When I finally took my place in the fast-moving lunch line last month, I wondered what had been keeping me away. After all, I love the elaborate Swiss pastries and candies that owner Marcel Bollier and his family create and sell in big, shiny glass cases in the retail area in the front of the building.
As I waited for a table, I realized I was right behind an old lady with a walker, in front of a bickering middle-age couple, and barely a foot away from an imperious-looking 60-ish matron with the worst facelift I'd ever seen. I suddenly I remembered how my friend John had described the restaurant's patrons: "The Bad Hair Capital of Kansas City," he grimaced. "Crotchety old ladies with frizzy perms and hideous Johnson County housewives with ratty bleach jobs or maniacal frosted heads or shellacked with so much hairspray their heads look like the glazed pastries in the display cases. It's like something out of that Joan Crawford movie, The Women."
I'm happy to report that after several lunches at Andre's (the restaurant stopped serving dinner nearly a decade ago so that Marcel and Connie could spend more time with their children), I saw that the clientele is far more varied and interesting than John's caustic description. I saw plenty of men in suits (the restaurant is close to several midtown office towers) and a few under-30 diners mixed in with the Ladies Who Lunch crowd (some of them were in desperate need of a good hairdresser) who still dominate the dining room.
"Yes, there was the perception that this place was a little-old-ladies' tea room that followed us for years and years," says Marcel Bollier. "But the customer base has changed dramatically over the years. Now you see more of a mix of men and women, different age groups and backgrounds. The perception started, I think, because this restaurant is a tea room. That sounds ladylike."

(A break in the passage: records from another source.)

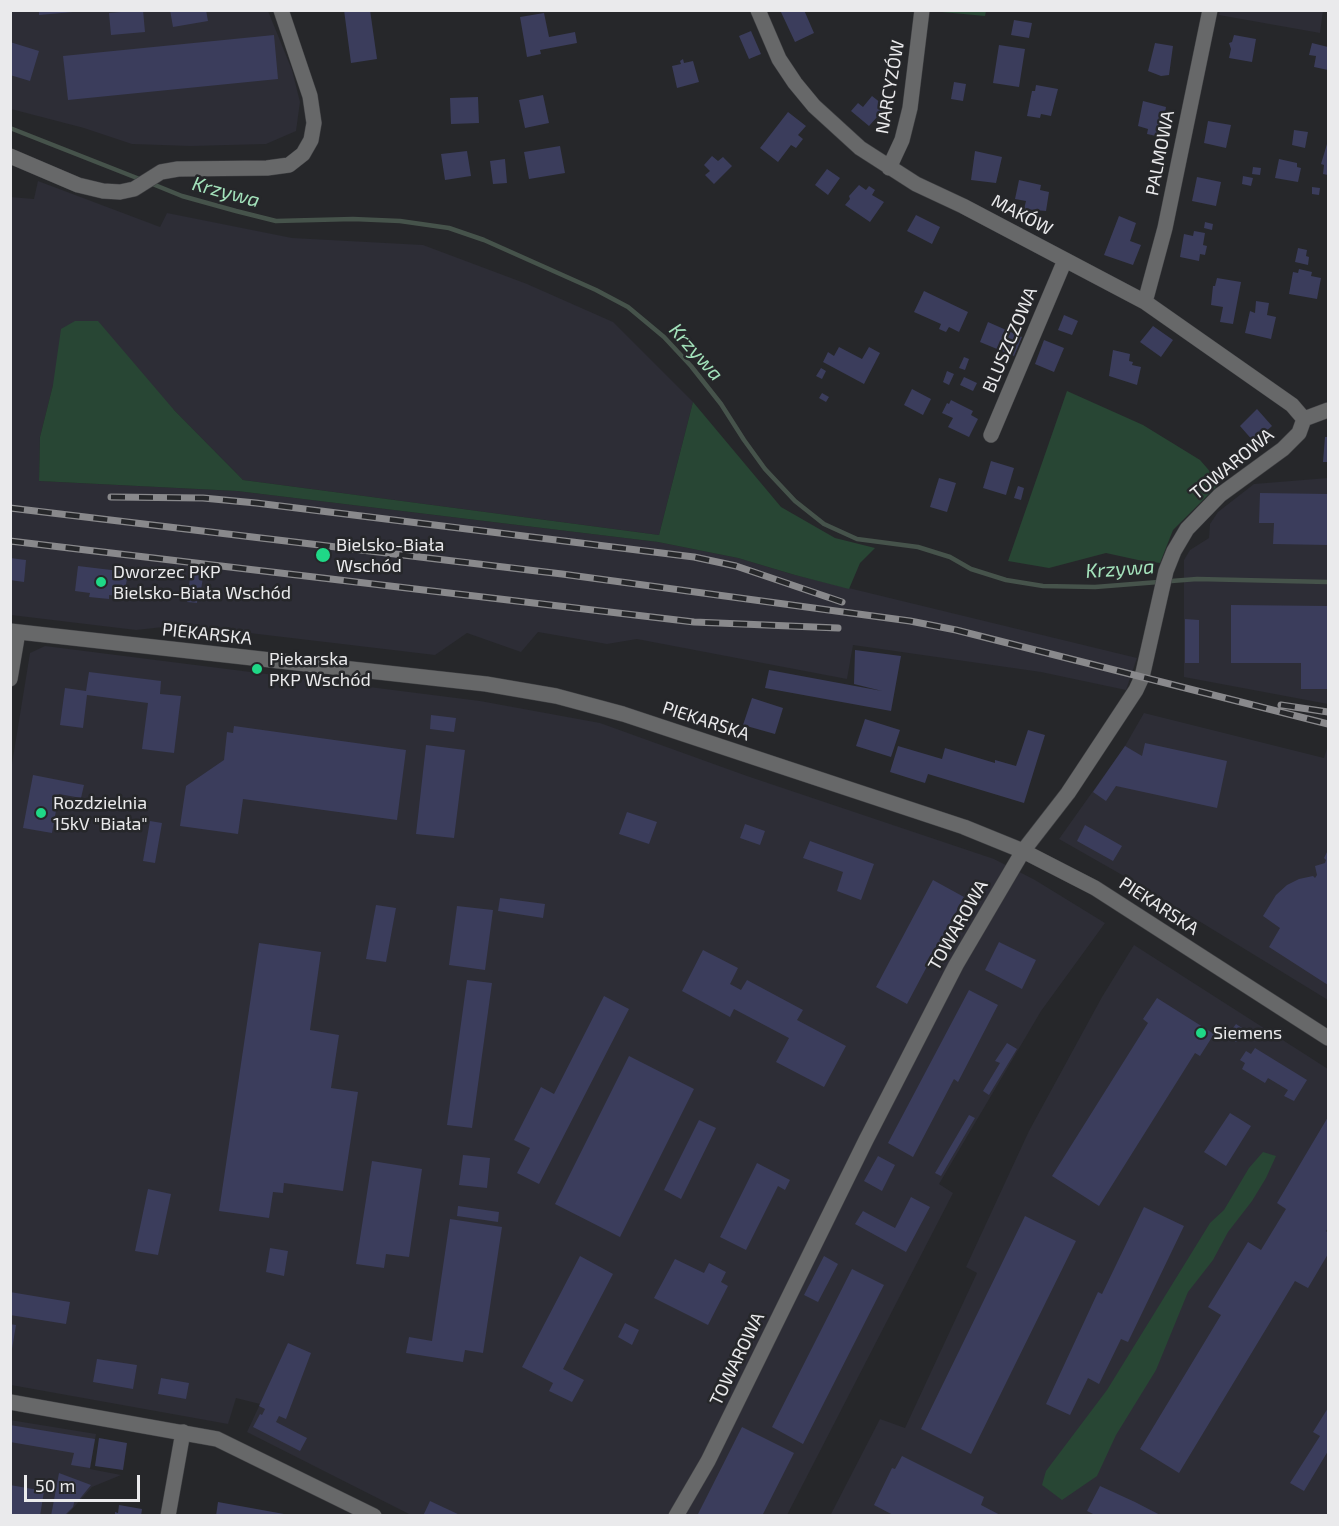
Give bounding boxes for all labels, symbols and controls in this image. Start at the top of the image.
street label: NARCYZÓW [871,39,909,135]
street label: PALMOWA [1141,109,1179,197]
water label: Krzywa [190,171,262,213]
street label: MAKÓW [988,190,1056,240]
street label: BLUSZCZOWA [978,284,1042,396]
water label: Krzywa [664,318,728,386]
street label: TOWAROWA [1186,424,1278,504]
place label: Bielsko-Biała Wschód [336,534,444,576]
marker: Bielsko-Biała Wschód [314,546,332,564]
water label: Krzywa [1085,555,1155,583]
place label: Dworzec PKP Bielsko-Biała Wschód [113,561,291,604]
marker: Dworzec PKP Bielsko-Biała Wschód [94,575,108,589]
street label: PIEKARSKA [161,619,253,649]
place label: Piekarska PKP Wschód [269,648,371,690]
marker: Piekarska PKP Wschód [250,662,264,676]
street label: PIEKARSKA [660,697,752,745]
place label: Rozdzielnia 15kV "Biała" [53,792,148,834]
marker: Rozdzielnia 15kV "Biała" [34,806,48,820]
street label: PIEKARSKA [1115,872,1203,940]
street label: TOWAROWA [923,876,993,974]
place label: Siemens [1213,1022,1282,1044]
marker: Siemens [1194,1026,1208,1040]
street label: TOWAROWA [705,1309,769,1409]
scale bar [27,1463,142,1501]
text: 50 m [35,1474,75,1496]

But in Europe, the words "tea room" don't evoke images of pink-cheeked ladies poking trembling forks into Napoleons. In Copenhagen, for example, a tea shop can be a classier version of an American luncheonette; think Nichols Lunch serving open-face sandwiches and boiled cod with mustard sauce.
And Andre's isn't at all ladylike in decor, with its simple wooden walls, uncloaked tables with paper napkins, and a ceiling hung with flags representing the different Swiss states. The menu is equally no-frills: only four dishes, all priced the same (about $10.35), all including a beverage and dessert from the pastry tray.

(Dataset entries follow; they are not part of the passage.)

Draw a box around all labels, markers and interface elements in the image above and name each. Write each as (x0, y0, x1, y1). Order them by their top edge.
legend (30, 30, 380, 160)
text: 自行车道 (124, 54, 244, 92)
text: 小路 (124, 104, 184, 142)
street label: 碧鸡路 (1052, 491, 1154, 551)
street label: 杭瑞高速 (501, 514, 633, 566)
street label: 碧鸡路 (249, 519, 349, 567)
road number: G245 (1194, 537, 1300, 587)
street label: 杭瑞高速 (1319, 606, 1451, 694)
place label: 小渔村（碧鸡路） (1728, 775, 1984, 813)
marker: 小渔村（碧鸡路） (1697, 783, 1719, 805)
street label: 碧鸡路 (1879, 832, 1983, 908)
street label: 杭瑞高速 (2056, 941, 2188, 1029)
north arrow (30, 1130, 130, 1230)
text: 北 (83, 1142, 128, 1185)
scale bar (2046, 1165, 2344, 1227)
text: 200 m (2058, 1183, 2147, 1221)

Because the menu is so uncomplicated, it's not written on paper but announced orally by the server (ours on one visit was actress Cynthia Hyer, a veteran employee, who brought a sense of drama to her description of a Swiss-style pizza in a pastry shell). Two of the daily offerings never change: a wedge of quiche Lorraine baked in traditional style with eggs, cream, cheese, and bacon, or a triangle of a meatless quiche. The other two items change daily, based on the tastes of Marcel's mother, Elsbeth (the wife of the late Andre), who oversees the menu planning.
"My mother doesn't like to be locked into schedules," says Marcel, "but we do have a two-week listing of dishes we'll be offering so our regular customers will know when we'll have their favorite things."
After a few lunches, I can understand why this place has a following. The British food writer Elizabeth David once described Swiss food as "rigorous and rustic," and that's the best description for this restaurant's solidly built quiche (quivering and hot in a buttery crust), its fluffy omelet (cooked with fresh spinach and sliced mushrooms, oozing with cream and cheese), and its flaky croissant pastry wrapped around a slice of ham and melted Swiss.
On one visit, my friend Jacquie ordered the Friday seafood special -- a casserole of baked codfish in a white wine sauce. She thought it might arrive bubbling in a little casserole dish, but at Andre's the food is prepared as it would be in Switzerland, so Jacquie was surprised when her plate arrived with a perfect little codfish fillet blanketed with a wine and butter sauce. And in terms of a dish en casserole: It's baked in a large casserole and spooned out for each individual plate, with a dollop of marinated beets as an accompaniment.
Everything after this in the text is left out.